At first, we only have representation from the Bronx side of New York: Tino Martinez, Lou Gehrig, and Don Mattingly. Even Lisa loves Martinez. How could you not? He’s a nice guy, easy on the eyes, and a great first baseman. What an appropriate defensive replacement for Don Mattingly. Growing up under Mamadukes’ roof, there were 3 Yankees that were golden and could do no wrong: Gehrig, Donnie Baseball, and Sweet Lou. Naturally, being a staunch Donnie supporter, Mamadukes did not appreciate the arrival of Martinez. In fact, she hated him. When he got the boot for Jason Giambi, she actually cheered and proclaimed utter adoration for Giambi, which makes no sense. You replaced an amazing first baseman with a complete disaster who wore a gold thong.

Donnie Baseball and Lou Gehrig shouldn’t NEED an explanation, but if you really want one, we’ll give you one.  Lou Gehrig got the sh*tty end of the stick.

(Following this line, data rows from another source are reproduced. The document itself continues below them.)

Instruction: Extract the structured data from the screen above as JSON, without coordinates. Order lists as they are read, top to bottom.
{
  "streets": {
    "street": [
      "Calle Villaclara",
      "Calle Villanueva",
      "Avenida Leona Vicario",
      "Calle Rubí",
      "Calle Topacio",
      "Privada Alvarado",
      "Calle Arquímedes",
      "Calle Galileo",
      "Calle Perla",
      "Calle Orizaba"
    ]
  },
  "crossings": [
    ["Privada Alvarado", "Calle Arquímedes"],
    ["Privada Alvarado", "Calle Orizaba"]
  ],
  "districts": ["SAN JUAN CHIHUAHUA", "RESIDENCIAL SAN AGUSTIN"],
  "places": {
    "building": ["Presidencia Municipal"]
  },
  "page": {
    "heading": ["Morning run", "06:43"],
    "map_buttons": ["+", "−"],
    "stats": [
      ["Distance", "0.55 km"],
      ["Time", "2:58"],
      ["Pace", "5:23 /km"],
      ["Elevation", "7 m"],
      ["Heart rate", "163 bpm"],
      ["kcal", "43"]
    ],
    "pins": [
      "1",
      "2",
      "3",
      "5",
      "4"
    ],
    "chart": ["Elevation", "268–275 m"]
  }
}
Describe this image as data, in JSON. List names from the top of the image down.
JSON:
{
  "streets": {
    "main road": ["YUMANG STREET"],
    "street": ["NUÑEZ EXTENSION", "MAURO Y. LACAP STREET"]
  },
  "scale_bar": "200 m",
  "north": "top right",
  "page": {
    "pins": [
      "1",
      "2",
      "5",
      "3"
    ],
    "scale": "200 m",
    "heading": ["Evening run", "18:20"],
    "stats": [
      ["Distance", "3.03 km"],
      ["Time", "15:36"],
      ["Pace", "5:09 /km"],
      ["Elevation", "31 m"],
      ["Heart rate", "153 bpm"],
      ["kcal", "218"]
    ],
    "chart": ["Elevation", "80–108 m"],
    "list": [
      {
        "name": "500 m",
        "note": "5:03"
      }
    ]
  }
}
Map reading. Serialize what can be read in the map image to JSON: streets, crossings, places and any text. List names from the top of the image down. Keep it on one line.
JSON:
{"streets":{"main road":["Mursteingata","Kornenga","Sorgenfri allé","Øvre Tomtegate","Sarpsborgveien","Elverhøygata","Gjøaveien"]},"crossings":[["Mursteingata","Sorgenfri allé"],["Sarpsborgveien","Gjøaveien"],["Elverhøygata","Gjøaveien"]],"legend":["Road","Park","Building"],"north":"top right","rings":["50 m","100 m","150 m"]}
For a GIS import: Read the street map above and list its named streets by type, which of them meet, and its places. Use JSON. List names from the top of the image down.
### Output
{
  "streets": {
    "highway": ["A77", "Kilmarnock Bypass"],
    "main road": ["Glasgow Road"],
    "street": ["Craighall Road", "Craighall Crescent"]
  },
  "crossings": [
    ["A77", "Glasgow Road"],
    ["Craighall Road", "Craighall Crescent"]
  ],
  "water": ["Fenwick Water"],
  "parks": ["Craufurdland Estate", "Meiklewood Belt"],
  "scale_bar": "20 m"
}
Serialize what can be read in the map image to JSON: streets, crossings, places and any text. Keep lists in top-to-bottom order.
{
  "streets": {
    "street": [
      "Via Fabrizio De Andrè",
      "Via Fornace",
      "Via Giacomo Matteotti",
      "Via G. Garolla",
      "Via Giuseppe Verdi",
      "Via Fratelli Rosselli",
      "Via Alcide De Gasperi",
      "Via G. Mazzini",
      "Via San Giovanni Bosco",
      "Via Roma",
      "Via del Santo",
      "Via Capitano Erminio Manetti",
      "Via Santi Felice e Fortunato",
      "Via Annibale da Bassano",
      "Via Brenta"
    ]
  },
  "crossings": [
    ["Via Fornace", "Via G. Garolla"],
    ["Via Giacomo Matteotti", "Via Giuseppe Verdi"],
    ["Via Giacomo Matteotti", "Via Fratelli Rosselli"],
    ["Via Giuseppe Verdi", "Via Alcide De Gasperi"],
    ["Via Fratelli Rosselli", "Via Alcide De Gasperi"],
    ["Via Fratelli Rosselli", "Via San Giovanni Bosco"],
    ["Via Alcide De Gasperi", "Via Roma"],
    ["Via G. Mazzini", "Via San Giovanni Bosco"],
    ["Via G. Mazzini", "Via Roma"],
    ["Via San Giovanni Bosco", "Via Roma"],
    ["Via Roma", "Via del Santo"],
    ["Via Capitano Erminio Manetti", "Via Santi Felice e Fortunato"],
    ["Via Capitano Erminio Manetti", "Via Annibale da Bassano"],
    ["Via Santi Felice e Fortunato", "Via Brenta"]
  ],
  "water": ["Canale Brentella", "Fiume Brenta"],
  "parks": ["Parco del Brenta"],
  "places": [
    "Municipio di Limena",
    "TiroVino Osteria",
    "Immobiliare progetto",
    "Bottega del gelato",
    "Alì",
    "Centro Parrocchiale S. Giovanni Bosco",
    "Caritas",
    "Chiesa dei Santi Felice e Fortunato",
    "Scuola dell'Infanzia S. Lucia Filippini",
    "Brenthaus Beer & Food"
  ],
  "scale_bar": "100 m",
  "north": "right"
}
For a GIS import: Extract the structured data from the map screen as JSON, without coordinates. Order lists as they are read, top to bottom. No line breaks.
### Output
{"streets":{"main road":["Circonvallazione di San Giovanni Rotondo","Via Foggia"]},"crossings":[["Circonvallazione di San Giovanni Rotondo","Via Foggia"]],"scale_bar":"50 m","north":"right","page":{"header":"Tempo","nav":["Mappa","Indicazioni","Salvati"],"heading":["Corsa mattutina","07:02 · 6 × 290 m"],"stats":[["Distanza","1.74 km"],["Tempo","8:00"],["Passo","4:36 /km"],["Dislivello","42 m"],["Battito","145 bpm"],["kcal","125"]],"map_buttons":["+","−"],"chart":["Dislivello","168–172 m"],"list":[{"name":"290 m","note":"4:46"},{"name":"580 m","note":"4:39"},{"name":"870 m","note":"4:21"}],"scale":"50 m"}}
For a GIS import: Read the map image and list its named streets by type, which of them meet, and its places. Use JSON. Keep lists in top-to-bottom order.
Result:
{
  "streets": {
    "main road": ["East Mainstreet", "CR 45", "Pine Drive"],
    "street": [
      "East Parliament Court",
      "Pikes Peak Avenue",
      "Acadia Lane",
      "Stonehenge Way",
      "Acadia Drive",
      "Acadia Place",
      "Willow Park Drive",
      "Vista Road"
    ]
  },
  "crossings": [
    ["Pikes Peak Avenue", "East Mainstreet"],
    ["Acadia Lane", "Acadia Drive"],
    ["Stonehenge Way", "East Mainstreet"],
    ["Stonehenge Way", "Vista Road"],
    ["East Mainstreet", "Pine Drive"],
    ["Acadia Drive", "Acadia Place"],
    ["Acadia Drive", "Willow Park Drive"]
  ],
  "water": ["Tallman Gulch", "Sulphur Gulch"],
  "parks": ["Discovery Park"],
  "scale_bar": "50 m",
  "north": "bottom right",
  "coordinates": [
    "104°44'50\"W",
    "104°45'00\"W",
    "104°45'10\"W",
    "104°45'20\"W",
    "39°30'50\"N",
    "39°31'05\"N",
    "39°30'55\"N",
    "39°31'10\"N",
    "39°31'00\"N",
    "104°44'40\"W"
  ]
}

He was a good guy and a great ball player who had heart, yet he was forced into an early retirement because his body failed him, not because he failed himself. It’s not fair. He set the record of most consecutive games played which stood for 56 years. When his physical abilities began to fail, Gehrig asked his manager, Joe McCarthy to bench him. He never played again. Now when players ask their managers to bench them, it’s only because they want to retain the batting title. Selfish. Ah, and now for Mattingly. The man they call “Donnie Baseball.” When you epitomize the beauty of America’s pastime, you must be pretty legendary, no? Mattingly IS baseball. End of story.

At second, we only have representation from the Queens side of New York: Edgardo Alfonzo and Tim Teufle. Teufle was a member of the exciting 86’ Mets and is part of an elite group of players who actually gave a crap about the game. Plus, he had the Teufle Shuffle at the plate and anyone who has a shuffle named after him is a-ok in our book. Lisa chose Alfonzo because he was great fun to watch, “unlike these jack-a-loons we have playing now.” You may remember Alfonzo for his Sports Illustrated cover appearance alongside John Olerud, Rey Ordonez, and Robin Ventura, which brings us to our next category:

Third base. Representing our elderly gentlemen at third is Robin Ventura and Howard Johnson. Let’s start with the man they call HoJo. As you may recall, both Fred #1 and #2 are Mets fans, therefore while Serena and Brother were brought up in a Yankees household, they did see action at Shea Stadium, including getting to watch HoJo play third for the Mets. At the time, Serena was fascinated by the man that she was sure owned the hotel chain called Howard Johnson. Mamadukes later scoffed at this idea, borderline calling Serena a moron, but Lisa swears that she also remembers HoJo doing Howard Johnson commercials (as we write this, Lisa is sitting on Serena’s bedroom floor furiously Googling for evidence to support our theories on her portable internet machine). We know you’re probably shocked that we chose a ginger to play on our team, but even gingers have potential for athleticism. Just look at Brian McCann. He might be severely unattractive, but that doesn’t stop him from being a bad a$$ mother f*cker behind the plate.

Robin Ventura is a special addition to our team because he played third for both the Yankees and Mets. It’s like a two-for at Chili’s. Serena was obsessed with him. When the Yankees got him from the Mets, she nearly pissed herself with excitement. a) Ventura was a gold medal winner (as in the f*cking Olympics, people). b) he fought Nolan Ryan. Epic. c) had a knack for hitting grand slams (18 for his career, once having hit 2 in one game), and d) was a 6-time Gold Glove winner at third. Serena loves her defense. Plus, he was and still is adorable. When the Yankees released him for Aaron Boone, Serena went to a game at Yankees Stadium with a sign that said, “Bring Robin back. Go away, Aaron.” Mamadukes was embarrassed.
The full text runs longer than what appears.